La Carta de 1991, que creó la Corte Constitucional, le confió “la guarda de la integridad y supremacía de la Constitución” y dispuso que ella resolviera acerca de las demandas que presenten los ciudadanos contra los actos reformatorios de la Constitución –cualquiera que sea su origen-, las leyes y los decretos con fuerza de ley dictados por el Gobierno.
El Decreto 2067/91, que reguló el procedimiento aplicable, señaló los requisitos que debe reunir una demanda para que la Corte le dé trámite: el señalamiento de las normas acusadas, su transcripción literal por cualquier medio o un ejemplar de la publicación oficial; el señalamiento de las normas constitucionales que se consideren infringidas; las razones por las cuales dichos textos se estiman violados; cuando fuera el caso, el señalamiento del trámite seguido en la expedición del acto demandado y la forma en que fue quebrantado; y la razón de competencia de la Corte. Requisitos cuya formalidad es mínima, dada la esencia de la acción pública. Basta que la demanda los reúna para que la demanda deba ser admitida. Si no se tramita pese a estar cumplidos, se vulnera la Constitución al desconocer un derecho ciudadano. Son quebrantados los derechos a ejercer acciones públicas (Art. 40-6, C.P.), a propiciar el control de constitucionalidad a cargo de la misma Corte (Arts. 241, 242 y 243 C.P.) y, claro, el derecho de acceso a la administración de justicia (Art. 229 C.P.). Igualmente, sacrifica el derecho sustancial (Art. 228 C.P.), en aras de formalismos inventados, no señalados en las normas.
Desde luego, las razones que llevan al ciudadano a formular la demanda deben ser expuestas de modo comprensible, de modo que la Corte sepa cuál es el posible motivo de inconstitucionalidad, pues, como dijo la Sentencia C-131/93, “el ataque indeterminado y sin motivos no es razonable”. Pero esa necesaria motivación no se puede traducir en la arbitraria exigencia al ciudadano de todo un complejo técnico de requisitos que llevan a una inexplicable mayoría de autos inadmisorios y a muchos fallos inhibitorios. Exigencias artificiosas que el ciudadano del común, no técnico ni experto, está lejos de poder cumplir.
La acción pública no es una concesión.
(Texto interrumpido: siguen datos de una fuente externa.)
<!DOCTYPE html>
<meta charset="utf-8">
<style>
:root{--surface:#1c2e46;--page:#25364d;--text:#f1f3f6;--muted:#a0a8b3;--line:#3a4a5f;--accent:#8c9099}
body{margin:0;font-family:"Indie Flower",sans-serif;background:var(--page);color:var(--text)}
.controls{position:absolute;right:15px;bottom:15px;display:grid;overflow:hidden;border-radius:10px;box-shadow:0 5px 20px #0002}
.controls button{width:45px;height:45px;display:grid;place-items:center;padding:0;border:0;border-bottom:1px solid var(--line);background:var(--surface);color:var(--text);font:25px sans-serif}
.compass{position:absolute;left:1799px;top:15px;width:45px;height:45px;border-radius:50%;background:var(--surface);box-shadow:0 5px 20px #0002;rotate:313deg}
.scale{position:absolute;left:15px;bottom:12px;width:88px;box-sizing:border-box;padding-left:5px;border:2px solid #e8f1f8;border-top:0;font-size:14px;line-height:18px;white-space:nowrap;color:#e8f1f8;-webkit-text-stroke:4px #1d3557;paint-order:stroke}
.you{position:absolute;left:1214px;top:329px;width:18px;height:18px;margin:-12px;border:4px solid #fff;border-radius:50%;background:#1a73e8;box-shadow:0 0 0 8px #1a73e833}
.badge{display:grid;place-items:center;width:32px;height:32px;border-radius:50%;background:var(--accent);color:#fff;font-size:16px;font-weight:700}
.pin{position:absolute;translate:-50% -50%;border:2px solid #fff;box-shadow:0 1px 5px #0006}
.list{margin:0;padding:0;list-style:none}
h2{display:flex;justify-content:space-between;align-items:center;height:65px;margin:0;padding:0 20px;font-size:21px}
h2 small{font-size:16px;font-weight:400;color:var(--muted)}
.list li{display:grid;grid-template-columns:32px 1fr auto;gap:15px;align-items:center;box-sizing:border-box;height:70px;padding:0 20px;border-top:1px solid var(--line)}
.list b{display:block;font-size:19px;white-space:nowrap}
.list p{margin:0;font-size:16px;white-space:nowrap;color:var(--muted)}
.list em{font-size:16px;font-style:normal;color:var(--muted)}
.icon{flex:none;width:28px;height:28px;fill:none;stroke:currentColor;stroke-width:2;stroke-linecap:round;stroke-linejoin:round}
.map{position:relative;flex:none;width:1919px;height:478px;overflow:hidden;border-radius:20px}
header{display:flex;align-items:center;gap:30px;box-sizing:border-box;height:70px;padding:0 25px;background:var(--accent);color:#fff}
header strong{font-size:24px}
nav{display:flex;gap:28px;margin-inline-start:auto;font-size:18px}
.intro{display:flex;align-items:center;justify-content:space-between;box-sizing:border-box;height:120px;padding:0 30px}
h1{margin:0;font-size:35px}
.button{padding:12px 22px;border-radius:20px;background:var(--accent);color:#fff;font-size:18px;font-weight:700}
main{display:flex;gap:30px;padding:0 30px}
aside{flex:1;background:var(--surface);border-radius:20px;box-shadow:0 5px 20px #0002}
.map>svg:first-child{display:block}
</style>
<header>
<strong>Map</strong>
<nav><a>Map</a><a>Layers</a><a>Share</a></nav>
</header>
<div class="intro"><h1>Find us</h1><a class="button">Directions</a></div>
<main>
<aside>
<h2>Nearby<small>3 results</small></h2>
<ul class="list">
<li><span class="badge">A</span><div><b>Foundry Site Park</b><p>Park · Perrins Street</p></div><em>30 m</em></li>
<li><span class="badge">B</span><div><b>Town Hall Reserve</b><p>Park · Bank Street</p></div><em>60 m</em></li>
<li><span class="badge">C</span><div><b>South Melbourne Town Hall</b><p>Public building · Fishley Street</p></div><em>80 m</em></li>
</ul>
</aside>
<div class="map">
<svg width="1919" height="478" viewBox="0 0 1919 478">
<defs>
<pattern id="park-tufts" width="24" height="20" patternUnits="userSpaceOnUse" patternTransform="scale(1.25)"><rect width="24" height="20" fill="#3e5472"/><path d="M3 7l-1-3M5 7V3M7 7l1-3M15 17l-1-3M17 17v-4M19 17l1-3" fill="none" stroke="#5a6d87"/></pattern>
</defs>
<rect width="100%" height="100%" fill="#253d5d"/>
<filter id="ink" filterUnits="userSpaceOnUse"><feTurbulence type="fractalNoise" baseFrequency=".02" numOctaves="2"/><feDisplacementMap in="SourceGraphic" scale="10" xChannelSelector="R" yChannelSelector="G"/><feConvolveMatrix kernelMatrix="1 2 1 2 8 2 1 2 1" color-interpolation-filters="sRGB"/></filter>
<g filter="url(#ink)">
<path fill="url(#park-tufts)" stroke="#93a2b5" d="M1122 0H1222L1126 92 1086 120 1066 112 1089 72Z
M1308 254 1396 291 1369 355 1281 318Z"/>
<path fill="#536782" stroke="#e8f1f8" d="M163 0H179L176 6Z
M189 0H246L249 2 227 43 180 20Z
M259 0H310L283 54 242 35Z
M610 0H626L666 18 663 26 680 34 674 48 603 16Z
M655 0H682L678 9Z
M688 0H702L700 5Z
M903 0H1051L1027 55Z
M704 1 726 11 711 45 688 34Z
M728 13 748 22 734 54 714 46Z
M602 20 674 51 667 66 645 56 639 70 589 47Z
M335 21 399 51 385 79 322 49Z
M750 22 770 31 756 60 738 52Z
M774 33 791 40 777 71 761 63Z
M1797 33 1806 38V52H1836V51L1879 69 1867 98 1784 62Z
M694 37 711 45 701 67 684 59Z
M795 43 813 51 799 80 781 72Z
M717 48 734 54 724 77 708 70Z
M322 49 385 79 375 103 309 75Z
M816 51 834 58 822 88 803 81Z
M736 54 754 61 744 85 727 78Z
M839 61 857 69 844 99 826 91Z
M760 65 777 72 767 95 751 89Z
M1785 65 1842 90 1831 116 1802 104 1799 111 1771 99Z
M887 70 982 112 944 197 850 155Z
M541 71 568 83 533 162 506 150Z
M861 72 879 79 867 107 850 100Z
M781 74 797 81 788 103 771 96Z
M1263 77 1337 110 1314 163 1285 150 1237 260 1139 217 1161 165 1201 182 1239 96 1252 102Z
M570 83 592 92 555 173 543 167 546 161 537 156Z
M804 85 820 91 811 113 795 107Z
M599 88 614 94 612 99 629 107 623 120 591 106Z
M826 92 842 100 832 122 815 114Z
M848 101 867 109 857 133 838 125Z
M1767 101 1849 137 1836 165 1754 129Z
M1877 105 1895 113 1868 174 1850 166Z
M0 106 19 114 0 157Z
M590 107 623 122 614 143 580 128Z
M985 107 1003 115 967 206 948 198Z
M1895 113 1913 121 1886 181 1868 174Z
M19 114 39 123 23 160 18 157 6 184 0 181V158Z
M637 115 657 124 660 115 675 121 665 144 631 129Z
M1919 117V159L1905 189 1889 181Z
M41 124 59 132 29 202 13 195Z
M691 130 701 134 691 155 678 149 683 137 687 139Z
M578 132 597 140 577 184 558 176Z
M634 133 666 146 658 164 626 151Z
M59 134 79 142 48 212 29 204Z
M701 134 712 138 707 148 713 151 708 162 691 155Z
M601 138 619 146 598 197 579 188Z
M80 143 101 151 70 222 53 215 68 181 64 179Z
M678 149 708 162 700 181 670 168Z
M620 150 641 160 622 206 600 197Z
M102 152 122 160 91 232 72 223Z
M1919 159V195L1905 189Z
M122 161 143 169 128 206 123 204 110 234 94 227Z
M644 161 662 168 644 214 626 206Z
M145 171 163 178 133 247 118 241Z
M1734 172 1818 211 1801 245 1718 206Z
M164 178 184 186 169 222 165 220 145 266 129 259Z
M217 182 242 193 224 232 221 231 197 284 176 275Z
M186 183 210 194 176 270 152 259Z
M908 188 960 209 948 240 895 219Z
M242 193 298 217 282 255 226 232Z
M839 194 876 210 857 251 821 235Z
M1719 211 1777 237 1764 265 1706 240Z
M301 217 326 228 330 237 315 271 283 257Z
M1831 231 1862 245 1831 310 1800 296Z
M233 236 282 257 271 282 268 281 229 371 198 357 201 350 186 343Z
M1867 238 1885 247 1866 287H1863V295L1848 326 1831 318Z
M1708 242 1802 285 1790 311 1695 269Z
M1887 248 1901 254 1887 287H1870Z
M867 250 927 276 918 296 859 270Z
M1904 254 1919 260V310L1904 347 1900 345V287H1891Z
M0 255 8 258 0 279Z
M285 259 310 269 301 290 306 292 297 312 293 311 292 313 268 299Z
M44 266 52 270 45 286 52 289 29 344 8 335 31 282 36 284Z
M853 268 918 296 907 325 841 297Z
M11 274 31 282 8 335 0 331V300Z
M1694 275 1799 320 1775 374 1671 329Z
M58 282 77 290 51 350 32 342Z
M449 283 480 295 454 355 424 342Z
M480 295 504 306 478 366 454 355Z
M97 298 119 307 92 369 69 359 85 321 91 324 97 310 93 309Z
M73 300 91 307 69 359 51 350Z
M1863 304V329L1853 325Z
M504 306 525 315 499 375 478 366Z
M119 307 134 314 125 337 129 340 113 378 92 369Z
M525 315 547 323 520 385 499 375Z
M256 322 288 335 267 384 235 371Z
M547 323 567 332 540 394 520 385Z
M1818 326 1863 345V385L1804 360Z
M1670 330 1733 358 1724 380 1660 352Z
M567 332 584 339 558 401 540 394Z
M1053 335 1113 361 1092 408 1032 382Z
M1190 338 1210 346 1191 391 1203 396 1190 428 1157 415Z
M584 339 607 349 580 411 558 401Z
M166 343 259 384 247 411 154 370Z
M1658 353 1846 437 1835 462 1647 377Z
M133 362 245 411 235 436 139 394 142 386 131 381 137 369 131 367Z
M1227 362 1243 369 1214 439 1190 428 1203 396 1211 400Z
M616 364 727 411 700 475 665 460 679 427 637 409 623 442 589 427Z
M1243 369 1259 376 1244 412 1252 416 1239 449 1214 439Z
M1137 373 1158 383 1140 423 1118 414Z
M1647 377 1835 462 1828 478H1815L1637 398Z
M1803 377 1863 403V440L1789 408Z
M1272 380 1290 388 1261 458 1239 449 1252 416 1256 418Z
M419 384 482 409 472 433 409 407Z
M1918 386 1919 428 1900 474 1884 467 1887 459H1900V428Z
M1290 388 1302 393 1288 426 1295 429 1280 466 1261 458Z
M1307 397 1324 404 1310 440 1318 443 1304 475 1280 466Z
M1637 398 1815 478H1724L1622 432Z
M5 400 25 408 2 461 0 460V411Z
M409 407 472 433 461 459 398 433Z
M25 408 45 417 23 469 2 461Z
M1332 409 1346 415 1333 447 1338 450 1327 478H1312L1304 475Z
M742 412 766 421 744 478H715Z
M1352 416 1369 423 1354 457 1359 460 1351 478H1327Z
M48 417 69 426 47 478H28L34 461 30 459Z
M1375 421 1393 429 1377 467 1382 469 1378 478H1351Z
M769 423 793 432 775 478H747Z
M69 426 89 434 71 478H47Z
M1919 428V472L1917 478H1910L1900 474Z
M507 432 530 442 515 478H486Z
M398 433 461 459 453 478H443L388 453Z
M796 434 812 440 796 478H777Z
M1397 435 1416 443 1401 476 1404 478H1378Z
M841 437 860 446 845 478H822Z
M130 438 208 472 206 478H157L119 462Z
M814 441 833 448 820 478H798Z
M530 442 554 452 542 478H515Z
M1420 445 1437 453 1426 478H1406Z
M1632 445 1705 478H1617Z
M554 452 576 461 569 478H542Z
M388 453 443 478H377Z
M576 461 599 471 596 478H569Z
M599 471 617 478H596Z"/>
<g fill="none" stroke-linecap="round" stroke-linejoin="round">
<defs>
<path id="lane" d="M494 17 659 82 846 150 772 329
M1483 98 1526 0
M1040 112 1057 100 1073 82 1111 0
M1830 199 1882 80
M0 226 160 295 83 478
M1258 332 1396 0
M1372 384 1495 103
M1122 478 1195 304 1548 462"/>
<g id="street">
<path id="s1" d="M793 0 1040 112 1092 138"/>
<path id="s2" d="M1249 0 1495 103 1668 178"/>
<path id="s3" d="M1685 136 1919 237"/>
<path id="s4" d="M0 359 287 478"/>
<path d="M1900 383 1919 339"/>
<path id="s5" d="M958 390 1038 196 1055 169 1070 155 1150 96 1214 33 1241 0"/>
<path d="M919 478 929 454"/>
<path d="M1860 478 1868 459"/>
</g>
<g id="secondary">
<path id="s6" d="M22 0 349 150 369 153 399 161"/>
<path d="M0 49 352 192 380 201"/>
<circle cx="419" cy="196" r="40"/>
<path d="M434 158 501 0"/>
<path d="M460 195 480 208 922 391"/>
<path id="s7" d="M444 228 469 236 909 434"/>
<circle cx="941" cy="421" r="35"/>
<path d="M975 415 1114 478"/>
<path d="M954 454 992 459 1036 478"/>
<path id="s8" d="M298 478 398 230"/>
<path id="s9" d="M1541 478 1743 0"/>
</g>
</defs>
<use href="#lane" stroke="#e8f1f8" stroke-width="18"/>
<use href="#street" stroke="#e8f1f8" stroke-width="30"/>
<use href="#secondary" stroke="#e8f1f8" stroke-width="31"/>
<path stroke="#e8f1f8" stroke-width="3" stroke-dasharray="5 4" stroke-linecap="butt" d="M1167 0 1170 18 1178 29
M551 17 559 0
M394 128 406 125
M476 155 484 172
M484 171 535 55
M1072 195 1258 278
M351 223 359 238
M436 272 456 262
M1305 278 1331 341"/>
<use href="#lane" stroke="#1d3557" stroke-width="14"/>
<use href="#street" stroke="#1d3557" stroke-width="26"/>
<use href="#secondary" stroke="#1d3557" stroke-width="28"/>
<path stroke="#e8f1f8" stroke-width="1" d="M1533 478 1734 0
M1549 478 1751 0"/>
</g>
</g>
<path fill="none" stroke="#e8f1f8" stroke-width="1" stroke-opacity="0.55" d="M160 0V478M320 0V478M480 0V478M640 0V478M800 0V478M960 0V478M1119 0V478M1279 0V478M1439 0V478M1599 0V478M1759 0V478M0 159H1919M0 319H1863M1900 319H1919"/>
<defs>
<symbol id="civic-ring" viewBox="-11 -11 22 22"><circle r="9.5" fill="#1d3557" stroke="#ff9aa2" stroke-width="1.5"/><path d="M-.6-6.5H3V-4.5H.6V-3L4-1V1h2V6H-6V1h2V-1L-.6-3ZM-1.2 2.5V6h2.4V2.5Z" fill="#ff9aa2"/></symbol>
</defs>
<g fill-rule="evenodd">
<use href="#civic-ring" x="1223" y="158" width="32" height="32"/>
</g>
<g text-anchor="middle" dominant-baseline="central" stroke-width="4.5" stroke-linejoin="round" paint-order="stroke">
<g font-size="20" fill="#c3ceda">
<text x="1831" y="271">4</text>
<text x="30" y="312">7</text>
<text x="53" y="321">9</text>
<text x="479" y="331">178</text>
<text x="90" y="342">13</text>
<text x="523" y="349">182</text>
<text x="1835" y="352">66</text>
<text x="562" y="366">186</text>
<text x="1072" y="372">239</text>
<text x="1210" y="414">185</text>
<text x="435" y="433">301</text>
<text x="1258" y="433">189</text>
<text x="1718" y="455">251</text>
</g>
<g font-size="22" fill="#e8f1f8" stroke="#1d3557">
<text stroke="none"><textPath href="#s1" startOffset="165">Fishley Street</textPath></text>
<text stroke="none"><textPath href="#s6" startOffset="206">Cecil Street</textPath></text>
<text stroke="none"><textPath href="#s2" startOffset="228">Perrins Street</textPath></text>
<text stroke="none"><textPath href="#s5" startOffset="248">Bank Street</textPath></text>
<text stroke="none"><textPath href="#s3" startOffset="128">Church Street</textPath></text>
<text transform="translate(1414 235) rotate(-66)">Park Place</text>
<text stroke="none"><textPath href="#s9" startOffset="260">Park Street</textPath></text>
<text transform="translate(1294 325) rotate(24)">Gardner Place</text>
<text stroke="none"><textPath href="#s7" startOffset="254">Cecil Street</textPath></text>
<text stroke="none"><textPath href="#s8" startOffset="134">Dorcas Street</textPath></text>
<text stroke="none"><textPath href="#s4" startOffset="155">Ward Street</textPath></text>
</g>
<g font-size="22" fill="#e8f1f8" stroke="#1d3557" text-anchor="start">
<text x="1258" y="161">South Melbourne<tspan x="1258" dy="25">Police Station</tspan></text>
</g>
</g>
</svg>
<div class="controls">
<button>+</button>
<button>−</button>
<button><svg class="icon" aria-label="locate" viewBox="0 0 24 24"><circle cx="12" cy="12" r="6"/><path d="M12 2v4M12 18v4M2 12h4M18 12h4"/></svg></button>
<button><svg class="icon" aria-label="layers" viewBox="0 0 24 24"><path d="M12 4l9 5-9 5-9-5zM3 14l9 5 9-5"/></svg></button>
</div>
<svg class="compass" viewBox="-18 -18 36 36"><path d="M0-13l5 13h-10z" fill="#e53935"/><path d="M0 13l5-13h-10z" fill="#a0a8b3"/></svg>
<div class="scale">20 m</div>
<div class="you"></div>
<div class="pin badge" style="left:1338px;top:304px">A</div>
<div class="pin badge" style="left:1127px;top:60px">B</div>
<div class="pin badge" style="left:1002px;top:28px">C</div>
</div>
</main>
Es un derecho constitucional del que no puede ser despojado el ciudadano. Si su argumento -expuesto sencillamente- convence o no, lo debe decidir la Sala Plena, no el sustanciador. La demanda –cumplidos los requisitos mínimos- debe llegar a ella, y lo ideal, en defensa de la Constitución, es que allí haya decisión de fondo. Los fallos inhibitorios, en que se decide no decidir, deben ser excepcionales, no hacen tránsito a cosa juzgada y, cuando se generalizan, llevan a la inseguridad jurídica y fomentan la inconstitucionalidad.
Así que los criterios hoy en boga, tanto al decidir sobre admisión de las demandas como al “fallar” la inhibición por “ineptitud sustancial”, no realizan el querer democrático del Constituyente. La acción pública es ahora un remedo de casación a cuyo respecto reina la arbitrariedad judicial. Así que el ciudadano normal –el titular del derecho político– no tiene acceso a la justicia que debiera dispensar la Corte. Se olvida que no todos los ciudadanos son abogados, ni especialistas en adivinar el capricho del sustanciador, y que son ellos –no los tecnócratas – los titulares del derecho.
La Corte no está para obstruir la acción pública sino para resguardar la Constitución. Ha de canalizar las demandas ciudadanas –cuyos términos son por naturaleza sencillos– para originar procesos que redunden en el real imperio de aquélla. Con la actual tendencia judicial se hace cada vez más frecuente que gobiernos y congresos violen la Carta Política sobre la base de un debilitado y complaciente control constitucional.
Si se quiere acabar con la acción pública, no basta un auto. Se necesita una reforma constitucional, que, si se aprobara, sería un lamentable retroceso en términos democráticos.